1.58. Release Notes 0.91

This is our first “alpha” release of NetSpyGlass. This release comes with most of the core features but is not feature complete.

We provide a single tar archive that includes the following components:

backend-1.0.jar
ui.sh
monitor.sh
nw2.conf.prototype
nw2rules.py
nw2.build
doc/Installtion_and_configuration.md
doc/config.md
doc/hbase.md
doc/logs.md
doc/monitoring_variables.md
doc/views.md
doc/tags.md
doc/licenses.txt
doc/release_notes_0.91.md

See files inside of the “doc” directory for more details on the installation and configuration of the system.

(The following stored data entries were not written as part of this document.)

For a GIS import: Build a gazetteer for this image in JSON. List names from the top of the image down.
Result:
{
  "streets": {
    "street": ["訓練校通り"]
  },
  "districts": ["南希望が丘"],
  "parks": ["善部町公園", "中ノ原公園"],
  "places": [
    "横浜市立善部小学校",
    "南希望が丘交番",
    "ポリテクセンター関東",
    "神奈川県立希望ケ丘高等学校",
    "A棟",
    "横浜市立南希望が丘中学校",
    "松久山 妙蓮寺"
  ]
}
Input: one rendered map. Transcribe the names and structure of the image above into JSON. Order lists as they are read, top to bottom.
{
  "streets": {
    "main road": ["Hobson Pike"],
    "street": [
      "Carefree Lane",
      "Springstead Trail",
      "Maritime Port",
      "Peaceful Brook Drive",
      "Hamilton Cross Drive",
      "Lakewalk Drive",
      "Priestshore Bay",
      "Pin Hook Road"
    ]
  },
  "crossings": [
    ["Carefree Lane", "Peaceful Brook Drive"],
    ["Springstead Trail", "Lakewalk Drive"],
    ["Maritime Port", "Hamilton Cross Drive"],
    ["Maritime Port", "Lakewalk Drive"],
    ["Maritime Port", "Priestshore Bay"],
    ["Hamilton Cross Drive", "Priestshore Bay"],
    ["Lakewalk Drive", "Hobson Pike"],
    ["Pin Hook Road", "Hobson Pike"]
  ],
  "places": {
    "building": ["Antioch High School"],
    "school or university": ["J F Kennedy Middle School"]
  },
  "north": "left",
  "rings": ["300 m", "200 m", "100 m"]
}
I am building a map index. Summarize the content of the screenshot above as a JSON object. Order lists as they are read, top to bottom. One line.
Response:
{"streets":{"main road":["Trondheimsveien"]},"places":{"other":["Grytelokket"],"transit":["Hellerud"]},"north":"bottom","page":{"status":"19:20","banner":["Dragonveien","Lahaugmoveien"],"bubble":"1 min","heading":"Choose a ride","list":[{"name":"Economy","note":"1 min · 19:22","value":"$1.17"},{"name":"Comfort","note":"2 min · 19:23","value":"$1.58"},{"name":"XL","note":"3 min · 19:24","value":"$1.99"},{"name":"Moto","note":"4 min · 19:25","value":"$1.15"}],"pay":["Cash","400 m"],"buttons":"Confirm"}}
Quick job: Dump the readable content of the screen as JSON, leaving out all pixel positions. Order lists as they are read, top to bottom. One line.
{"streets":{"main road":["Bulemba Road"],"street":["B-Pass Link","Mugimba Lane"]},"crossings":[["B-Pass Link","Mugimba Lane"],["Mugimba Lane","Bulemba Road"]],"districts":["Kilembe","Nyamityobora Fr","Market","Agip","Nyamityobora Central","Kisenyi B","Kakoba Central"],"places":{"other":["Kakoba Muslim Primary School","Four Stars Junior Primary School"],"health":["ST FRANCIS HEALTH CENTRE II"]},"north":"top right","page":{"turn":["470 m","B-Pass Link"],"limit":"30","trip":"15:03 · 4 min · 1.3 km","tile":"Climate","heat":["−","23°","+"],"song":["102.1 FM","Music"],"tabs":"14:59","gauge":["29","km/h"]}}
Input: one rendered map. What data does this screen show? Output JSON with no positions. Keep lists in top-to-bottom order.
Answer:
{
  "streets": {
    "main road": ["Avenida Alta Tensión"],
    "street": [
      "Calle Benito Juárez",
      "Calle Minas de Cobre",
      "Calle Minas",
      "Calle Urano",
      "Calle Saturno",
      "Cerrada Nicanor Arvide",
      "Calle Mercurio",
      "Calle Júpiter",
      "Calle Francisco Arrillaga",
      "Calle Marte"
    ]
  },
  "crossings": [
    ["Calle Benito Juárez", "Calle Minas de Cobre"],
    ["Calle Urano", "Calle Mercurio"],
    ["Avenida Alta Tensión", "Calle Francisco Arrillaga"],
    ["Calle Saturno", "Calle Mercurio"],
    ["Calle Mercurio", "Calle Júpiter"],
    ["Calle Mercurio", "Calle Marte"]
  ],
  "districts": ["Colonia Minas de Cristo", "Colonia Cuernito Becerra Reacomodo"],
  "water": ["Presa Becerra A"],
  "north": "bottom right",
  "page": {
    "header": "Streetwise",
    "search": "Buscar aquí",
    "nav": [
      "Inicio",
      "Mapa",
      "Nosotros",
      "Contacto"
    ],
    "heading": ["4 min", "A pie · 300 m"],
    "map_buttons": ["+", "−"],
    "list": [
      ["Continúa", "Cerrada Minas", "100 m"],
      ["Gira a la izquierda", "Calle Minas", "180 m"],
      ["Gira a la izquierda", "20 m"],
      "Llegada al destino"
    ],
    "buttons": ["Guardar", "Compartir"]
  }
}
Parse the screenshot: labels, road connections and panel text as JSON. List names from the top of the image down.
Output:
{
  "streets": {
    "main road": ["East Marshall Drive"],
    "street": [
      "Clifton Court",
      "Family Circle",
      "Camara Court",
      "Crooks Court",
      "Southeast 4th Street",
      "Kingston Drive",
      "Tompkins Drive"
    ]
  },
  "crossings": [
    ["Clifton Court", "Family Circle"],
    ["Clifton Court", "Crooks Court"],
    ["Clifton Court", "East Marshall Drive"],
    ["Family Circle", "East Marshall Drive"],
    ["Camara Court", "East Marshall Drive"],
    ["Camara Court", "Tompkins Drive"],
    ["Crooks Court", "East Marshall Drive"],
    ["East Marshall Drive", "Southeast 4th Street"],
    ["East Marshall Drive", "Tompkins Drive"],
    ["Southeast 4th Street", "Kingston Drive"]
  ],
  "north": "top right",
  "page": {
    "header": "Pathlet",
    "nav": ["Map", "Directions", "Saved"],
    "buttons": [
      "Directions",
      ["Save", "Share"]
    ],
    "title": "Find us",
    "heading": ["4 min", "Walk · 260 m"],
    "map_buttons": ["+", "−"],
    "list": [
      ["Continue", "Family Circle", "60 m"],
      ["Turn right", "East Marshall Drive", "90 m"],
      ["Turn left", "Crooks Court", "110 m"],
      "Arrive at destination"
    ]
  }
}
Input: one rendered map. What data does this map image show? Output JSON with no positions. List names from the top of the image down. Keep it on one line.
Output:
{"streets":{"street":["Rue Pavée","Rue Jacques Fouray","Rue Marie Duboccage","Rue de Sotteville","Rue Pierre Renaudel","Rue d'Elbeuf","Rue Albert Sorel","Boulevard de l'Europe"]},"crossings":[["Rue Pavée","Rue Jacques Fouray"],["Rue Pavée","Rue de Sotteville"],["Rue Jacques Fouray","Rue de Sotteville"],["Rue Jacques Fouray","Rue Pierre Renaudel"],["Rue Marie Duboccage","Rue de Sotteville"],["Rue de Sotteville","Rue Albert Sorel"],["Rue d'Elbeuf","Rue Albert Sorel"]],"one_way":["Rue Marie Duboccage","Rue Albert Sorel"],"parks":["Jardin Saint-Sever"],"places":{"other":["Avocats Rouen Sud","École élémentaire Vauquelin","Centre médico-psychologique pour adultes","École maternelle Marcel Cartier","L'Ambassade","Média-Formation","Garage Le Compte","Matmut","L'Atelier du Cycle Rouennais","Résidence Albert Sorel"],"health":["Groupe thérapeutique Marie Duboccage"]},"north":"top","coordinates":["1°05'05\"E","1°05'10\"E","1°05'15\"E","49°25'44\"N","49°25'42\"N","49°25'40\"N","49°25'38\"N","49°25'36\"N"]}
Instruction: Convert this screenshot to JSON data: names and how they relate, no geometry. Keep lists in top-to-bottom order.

1.58.1. Main Features Available in this Release

  • see Installtion_and_configuration.md for the instructions on how to install, configure and run the program.
  • Application is configured via configuration file. See document config.md for more details on the file syntax.
  • Network discovery. The program can run discovery on schedule or on demand if user clicks a button in the UI. The program will poll only devices listed in the configuration file but will discover their interfaces, hardware components and protocols they run. It reconstructs Layer2 network topology using this information. See discovery.md for more information on the discovery schedule configuration.
  • UI: you can organize network maps into “views” that appear as tiles in application’s home page. See document views.md for more information on this.
  • Tiles in the home page display “live” network maps and are clickable. Clicking a tile opens up corresponding map.
  • hierarchical views: views can be nested (see views.md for more info). When you open a view that has nested views, the latter appear as nodes or “balls” of a different color. Clicking these opens corresponding map.
  • Each map view has breadcrumbs at the top, allowing you to navigate back to maps of the higher level.
  • once in a map, you can zoom in and out using mouse wheel, click and drag network nodes to reposition them and click anywhere in the white space between nodes and drag to drag whole map around.
  • Map legend displays available monitoring variables; changing variable in the legend causes the map to redraw itself, showing latest values for the chosen variable as network link labels.
  • Clicking network node in the map opens “Device Details” panel where you can see the table of monitoring variables for all interfaces of the device with the latest values collected by the program.
  • Clicking a number in the table opens the graph of historical values of the corresponding variable.
  • drop-down control on the left lets you choose combination of tags to filter interfaces in the table. You can build combination of several tags, which are combined using logical “OR”. Click “x” to the left of the tag word to remove it from the filter.
  • panel on the right allows you to activate predictive analysis feature. Currently we support two algorithms: linear approximation and 95-percentile. When activated, this overlays a line on top of the current graph. You can extrapolate approximation into the future as well.

1.58.2. Known Issues

  • The UI is a prototype. Although it is functional, it does not implement right UX design and lacks a lot of features.
  • All configuration is done via the configuration file
  • Even though the Monitor polls and collects data using SNMP OIDs that track parameetrs of the device as a whole or its hardware components, these do not appear on maps yet. These variables include CPU load, temperature and other things not related to network interfaces.
  • User can get graphs for the monitoring variables in the device details panel, but the graph does not provide controls to change the start time of the time interval. Time interval length can be changed though.
  • Documentation for the Data Processor component is not available yet.